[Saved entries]
━━━━━━━━━━━━━━━━
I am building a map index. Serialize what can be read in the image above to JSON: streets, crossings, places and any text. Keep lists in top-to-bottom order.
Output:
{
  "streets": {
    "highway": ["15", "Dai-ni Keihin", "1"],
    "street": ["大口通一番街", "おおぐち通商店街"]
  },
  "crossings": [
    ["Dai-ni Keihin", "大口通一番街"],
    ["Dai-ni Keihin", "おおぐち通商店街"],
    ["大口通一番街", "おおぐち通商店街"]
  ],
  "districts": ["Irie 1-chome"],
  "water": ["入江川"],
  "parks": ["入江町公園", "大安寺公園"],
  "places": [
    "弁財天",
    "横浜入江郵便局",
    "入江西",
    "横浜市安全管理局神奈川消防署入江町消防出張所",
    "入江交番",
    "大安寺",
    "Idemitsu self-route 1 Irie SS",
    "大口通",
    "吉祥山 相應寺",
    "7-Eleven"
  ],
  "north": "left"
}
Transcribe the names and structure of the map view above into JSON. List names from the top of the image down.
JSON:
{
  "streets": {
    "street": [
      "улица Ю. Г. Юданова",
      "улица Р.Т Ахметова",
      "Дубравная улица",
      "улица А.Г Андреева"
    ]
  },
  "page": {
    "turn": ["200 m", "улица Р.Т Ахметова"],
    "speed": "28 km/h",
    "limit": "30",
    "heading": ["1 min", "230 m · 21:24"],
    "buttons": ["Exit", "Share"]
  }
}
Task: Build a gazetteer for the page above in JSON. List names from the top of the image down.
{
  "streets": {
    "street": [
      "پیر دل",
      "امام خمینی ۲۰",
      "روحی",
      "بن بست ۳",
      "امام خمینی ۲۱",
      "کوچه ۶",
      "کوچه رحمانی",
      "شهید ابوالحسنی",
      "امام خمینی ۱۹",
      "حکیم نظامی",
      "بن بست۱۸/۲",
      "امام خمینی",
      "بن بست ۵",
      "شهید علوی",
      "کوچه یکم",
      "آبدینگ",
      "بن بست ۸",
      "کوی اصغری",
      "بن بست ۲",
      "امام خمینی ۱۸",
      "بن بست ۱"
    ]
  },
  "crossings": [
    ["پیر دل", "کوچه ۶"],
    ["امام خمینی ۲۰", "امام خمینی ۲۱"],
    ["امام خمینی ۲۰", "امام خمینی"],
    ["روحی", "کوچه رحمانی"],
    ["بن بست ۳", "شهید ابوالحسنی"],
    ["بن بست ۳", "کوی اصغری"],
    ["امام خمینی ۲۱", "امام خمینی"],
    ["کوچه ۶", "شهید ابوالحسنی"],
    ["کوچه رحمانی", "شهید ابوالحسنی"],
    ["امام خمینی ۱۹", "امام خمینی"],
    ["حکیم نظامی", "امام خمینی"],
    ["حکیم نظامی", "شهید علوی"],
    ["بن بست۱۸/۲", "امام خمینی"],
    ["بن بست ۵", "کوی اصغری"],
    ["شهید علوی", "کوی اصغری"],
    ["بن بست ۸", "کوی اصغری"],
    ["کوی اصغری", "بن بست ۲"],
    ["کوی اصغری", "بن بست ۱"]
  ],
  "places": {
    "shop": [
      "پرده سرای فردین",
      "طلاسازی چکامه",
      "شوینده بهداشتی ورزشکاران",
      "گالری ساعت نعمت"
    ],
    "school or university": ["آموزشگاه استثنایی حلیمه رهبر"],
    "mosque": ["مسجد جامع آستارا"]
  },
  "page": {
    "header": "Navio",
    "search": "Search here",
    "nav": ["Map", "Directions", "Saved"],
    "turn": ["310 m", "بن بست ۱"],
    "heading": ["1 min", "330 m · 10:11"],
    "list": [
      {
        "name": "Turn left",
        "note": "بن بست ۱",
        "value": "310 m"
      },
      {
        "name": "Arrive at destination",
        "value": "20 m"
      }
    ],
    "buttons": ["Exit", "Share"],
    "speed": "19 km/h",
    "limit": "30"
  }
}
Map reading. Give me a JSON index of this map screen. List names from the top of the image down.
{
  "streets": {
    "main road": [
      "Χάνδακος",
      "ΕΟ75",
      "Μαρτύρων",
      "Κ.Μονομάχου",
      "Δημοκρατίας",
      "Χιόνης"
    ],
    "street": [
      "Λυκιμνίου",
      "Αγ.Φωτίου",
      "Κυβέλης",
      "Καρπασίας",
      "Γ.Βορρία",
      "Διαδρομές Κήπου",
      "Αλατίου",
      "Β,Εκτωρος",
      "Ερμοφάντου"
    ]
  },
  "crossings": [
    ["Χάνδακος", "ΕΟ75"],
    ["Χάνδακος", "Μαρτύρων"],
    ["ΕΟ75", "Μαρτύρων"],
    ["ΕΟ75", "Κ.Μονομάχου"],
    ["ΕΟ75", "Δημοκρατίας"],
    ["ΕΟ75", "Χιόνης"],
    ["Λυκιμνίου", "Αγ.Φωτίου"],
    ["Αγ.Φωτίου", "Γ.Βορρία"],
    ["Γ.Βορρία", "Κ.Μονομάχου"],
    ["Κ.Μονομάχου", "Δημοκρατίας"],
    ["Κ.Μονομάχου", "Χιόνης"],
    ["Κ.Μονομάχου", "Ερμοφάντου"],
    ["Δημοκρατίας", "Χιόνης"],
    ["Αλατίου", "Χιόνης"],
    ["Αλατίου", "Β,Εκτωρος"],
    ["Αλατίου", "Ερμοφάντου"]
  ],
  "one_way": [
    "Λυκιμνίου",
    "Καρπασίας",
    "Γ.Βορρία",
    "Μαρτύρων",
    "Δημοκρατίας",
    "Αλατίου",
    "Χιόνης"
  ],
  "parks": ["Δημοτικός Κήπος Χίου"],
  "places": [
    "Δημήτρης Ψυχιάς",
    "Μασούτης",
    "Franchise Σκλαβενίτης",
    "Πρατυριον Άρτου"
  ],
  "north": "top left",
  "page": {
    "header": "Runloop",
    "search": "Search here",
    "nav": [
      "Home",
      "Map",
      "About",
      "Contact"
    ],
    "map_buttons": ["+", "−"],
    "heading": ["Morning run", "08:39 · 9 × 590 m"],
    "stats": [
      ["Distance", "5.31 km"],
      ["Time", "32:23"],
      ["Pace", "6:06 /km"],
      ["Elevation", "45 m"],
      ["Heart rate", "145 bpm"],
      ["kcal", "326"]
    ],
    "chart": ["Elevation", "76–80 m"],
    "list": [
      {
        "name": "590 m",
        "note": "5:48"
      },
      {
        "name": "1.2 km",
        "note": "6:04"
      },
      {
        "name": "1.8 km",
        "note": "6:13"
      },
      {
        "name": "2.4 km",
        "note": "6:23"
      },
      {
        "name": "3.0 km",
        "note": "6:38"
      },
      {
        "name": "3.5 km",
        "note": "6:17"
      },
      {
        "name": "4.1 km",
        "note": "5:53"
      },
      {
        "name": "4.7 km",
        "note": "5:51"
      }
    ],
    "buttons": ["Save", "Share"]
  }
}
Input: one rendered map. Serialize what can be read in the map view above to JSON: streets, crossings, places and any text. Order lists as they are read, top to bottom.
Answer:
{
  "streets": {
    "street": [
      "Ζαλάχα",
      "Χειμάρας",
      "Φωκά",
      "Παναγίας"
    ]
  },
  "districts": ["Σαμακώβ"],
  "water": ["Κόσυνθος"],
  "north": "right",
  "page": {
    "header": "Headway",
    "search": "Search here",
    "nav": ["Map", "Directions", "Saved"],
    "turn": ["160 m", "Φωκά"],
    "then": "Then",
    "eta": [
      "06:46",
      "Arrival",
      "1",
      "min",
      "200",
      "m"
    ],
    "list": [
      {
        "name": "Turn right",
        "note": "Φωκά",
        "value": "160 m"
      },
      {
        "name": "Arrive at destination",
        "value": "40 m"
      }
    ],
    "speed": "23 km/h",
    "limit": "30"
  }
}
━━━━━━━━━━━━━━━━
All of the lines above are to be restated word for word.

I am building a map index. Serialize what can be read in the image above to JSON: streets, crossings, places and any text. Keep lists in top-to-bottom order.
Output:
{
  "streets": {
    "highway": ["15", "Dai-ni Keihin", "1"],
    "street": ["大口通一番街", "おおぐち通商店街"]
  },
  "crossings": [
    ["Dai-ni Keihin", "大口通一番街"],
    ["Dai-ni Keihin", "おおぐち通商店街"],
    ["大口通一番街", "おおぐち通商店街"]
  ],
  "districts": ["Irie 1-chome"],
  "water": ["入江川"],
  "parks": ["入江町公園", "大安寺公園"],
  "places": [
    "弁財天",
    "横浜入江郵便局",
    "入江西",
    "横浜市安全管理局神奈川消防署入江町消防出張所",
    "入江交番",
    "大安寺",
    "Idemitsu self-route 1 Irie SS",
    "大口通",
    "吉祥山 相應寺",
    "7-Eleven"
  ],
  "north": "left"
}
Transcribe the names and structure of the map view above into JSON. List names from the top of the image down.
JSON:
{
  "streets": {
    "street": [
      "улица Ю. Г. Юданова",
      "улица Р.Т Ахметова",
      "Дубравная улица",
      "улица А.Г Андреева"
    ]
  },
  "page": {
    "turn": ["200 m", "улица Р.Т Ахметова"],
    "speed": "28 km/h",
    "limit": "30",
    "heading": ["1 min", "230 m · 21:24"],
    "buttons": ["Exit", "Share"]
  }
}
Task: Build a gazetteer for the page above in JSON. List names from the top of the image down.
{
  "streets": {
    "street": [
      "پیر دل",
      "امام خمینی ۲۰",
      "روحی",
      "بن بست ۳",
      "امام خمینی ۲۱",
      "کوچه ۶",
      "کوچه رحمانی",
      "شهید ابوالحسنی",
      "امام خمینی ۱۹",
      "حکیم نظامی",
      "بن بست۱۸/۲",
      "امام خمینی",
      "بن بست ۵",
      "شهید علوی",
      "کوچه یکم",
      "آبدینگ",
      "بن بست ۸",
      "کوی اصغری",
      "بن بست ۲",
      "امام خمینی ۱۸",
      "بن بست ۱"
    ]
  },
  "crossings": [
    ["پیر دل", "کوچه ۶"],
    ["امام خمینی ۲۰", "امام خمینی ۲۱"],
    ["امام خمینی ۲۰", "امام خمینی"],
    ["روحی", "کوچه رحمانی"],
    ["بن بست ۳", "شهید ابوالحسنی"],
    ["بن بست ۳", "کوی اصغری"],
    ["امام خمینی ۲۱", "امام خمینی"],
    ["کوچه ۶", "شهید ابوالحسنی"],
    ["کوچه رحمانی", "شهید ابوالحسنی"],
    ["امام خمینی ۱۹", "امام خمینی"],
    ["حکیم نظامی", "امام خمینی"],
    ["حکیم نظامی", "شهید علوی"],
    ["بن بست۱۸/۲", "امام خمینی"],
    ["بن بست ۵", "کوی اصغری"],
    ["شهید علوی", "کوی اصغری"],
    ["بن بست ۸", "کوی اصغری"],
    ["کوی اصغری", "بن بست ۲"],
    ["کوی اصغری", "بن بست ۱"]
  ],
  "places": {
    "shop": [
      "پرده سرای فردین",
      "طلاسازی چکامه",
      "شوینده بهداشتی ورزشکاران",
      "گالری ساعت نعمت"
    ],
    "school or university": ["آموزشگاه استثنایی حلیمه رهبر"],
    "mosque": ["مسجد جامع آستارا"]
  },
  "page": {
    "header": "Navio",
    "search": "Search here",
    "nav": ["Map", "Directions", "Saved"],
    "turn": ["310 m", "بن بست ۱"],
    "heading": ["1 min", "330 m · 10:11"],
    "list": [
      {
        "name": "Turn left",
        "note": "بن بست ۱",
        "value": "310 m"
      },
      {
        "name": "Arrive at destination",
        "value": "20 m"
      }
    ],
    "buttons": ["Exit", "Share"],
    "speed": "19 km/h",
    "limit": "30"
  }
}
Map reading. Give me a JSON index of this map screen. List names from the top of the image down.
{
  "streets": {
    "main road": [
      "Χάνδακος",
      "ΕΟ75",
      "Μαρτύρων",
      "Κ.Μονομάχου",
      "Δημοκρατίας",
      "Χιόνης"
    ],
    "street": [
      "Λυκιμνίου",
      "Αγ.Φωτίου",
      "Κυβέλης",
      "Καρπασίας",
      "Γ.Βορρία",
      "Διαδρομές Κήπου",
      "Αλατίου",
      "Β,Εκτωρος",
      "Ερμοφάντου"
    ]
  },
  "crossings": [
    ["Χάνδακος", "ΕΟ75"],
    ["Χάνδακος", "Μαρτύρων"],
    ["ΕΟ75", "Μαρτύρων"],
    ["ΕΟ75", "Κ.Μονομάχου"],
    ["ΕΟ75", "Δημοκρατίας"],
    ["ΕΟ75", "Χιόνης"],
    ["Λυκιμνίου", "Αγ.Φωτίου"],
    ["Αγ.Φωτίου", "Γ.Βορρία"],
    ["Γ.Βορρία", "Κ.Μονομάχου"],
    ["Κ.Μονομάχου", "Δημοκρατίας"],
    ["Κ.Μονομάχου", "Χιόνης"],
    ["Κ.Μονομάχου", "Ερμοφάντου"],
    ["Δημοκρατίας", "Χιόνης"],
    ["Αλατίου", "Χιόνης"],
    ["Αλατίου", "Β,Εκτωρος"],
    ["Αλατίου", "Ερμοφάντου"]
  ],
  "one_way": [
    "Λυκιμνίου",
    "Καρπασίας",
    "Γ.Βορρία",
    "Μαρτύρων",
    "Δημοκρατίας",
    "Αλατίου",
    "Χιόνης"
  ],
  "parks": ["Δημοτικός Κήπος Χίου"],
  "places": [
    "Δημήτρης Ψυχιάς",
    "Μασούτης",
    "Franchise Σκλαβενίτης",
    "Πρατυριον Άρτου"
  ],
  "north": "top left",
  "page": {
    "header": "Runloop",
    "search": "Search here",
    "nav": [
      "Home",
      "Map",
      "About",
      "Contact"
    ],
    "map_buttons": ["+", "−"],
    "heading": ["Morning run", "08:39 · 9 × 590 m"],
    "stats": [
      ["Distance", "5.31 km"],
      ["Time", "32:23"],
      ["Pace", "6:06 /km"],
      ["Elevation", "45 m"],
      ["Heart rate", "145 bpm"],
      ["kcal", "326"]
    ],
    "chart": ["Elevation", "76–80 m"],
    "list": [
      {
        "name": "590 m",
        "note": "5:48"
      },
      {
        "name": "1.2 km",
        "note": "6:04"
      },
      {
        "name": "1.8 km",
        "note": "6:13"
      },
      {
        "name": "2.4 km",
        "note": "6:23"
      },
      {
        "name": "3.0 km",
        "note": "6:38"
      },
      {
        "name": "3.5 km",
        "note": "6:17"
      },
      {
        "name": "4.1 km",
        "note": "5:53"
      },
      {
        "name": "4.7 km",
        "note": "5:51"
      }
    ],
    "buttons": ["Save", "Share"]
  }
}
Input: one rendered map. Serialize what can be read in the map view above to JSON: streets, crossings, places and any text. Order lists as they are read, top to bottom.
Answer:
{
  "streets": {
    "street": [
      "Ζαλάχα",
      "Χειμάρας",
      "Φωκά",
      "Παναγίας"
    ]
  },
  "districts": ["Σαμακώβ"],
  "water": ["Κόσυνθος"],
  "north": "right",
  "page": {
    "header": "Headway",
    "search": "Search here",
    "nav": ["Map", "Directions", "Saved"],
    "turn": ["160 m", "Φωκά"],
    "then": "Then",
    "eta": [
      "06:46",
      "Arrival",
      "1",
      "min",
      "200",
      "m"
    ],
    "list": [
      {
        "name": "Turn right",
        "note": "Φωκά",
        "value": "160 m"
      },
      {
        "name": "Arrive at destination",
        "value": "40 m"
      }
    ],
    "speed": "23 km/h",
    "limit": "30"
  }
}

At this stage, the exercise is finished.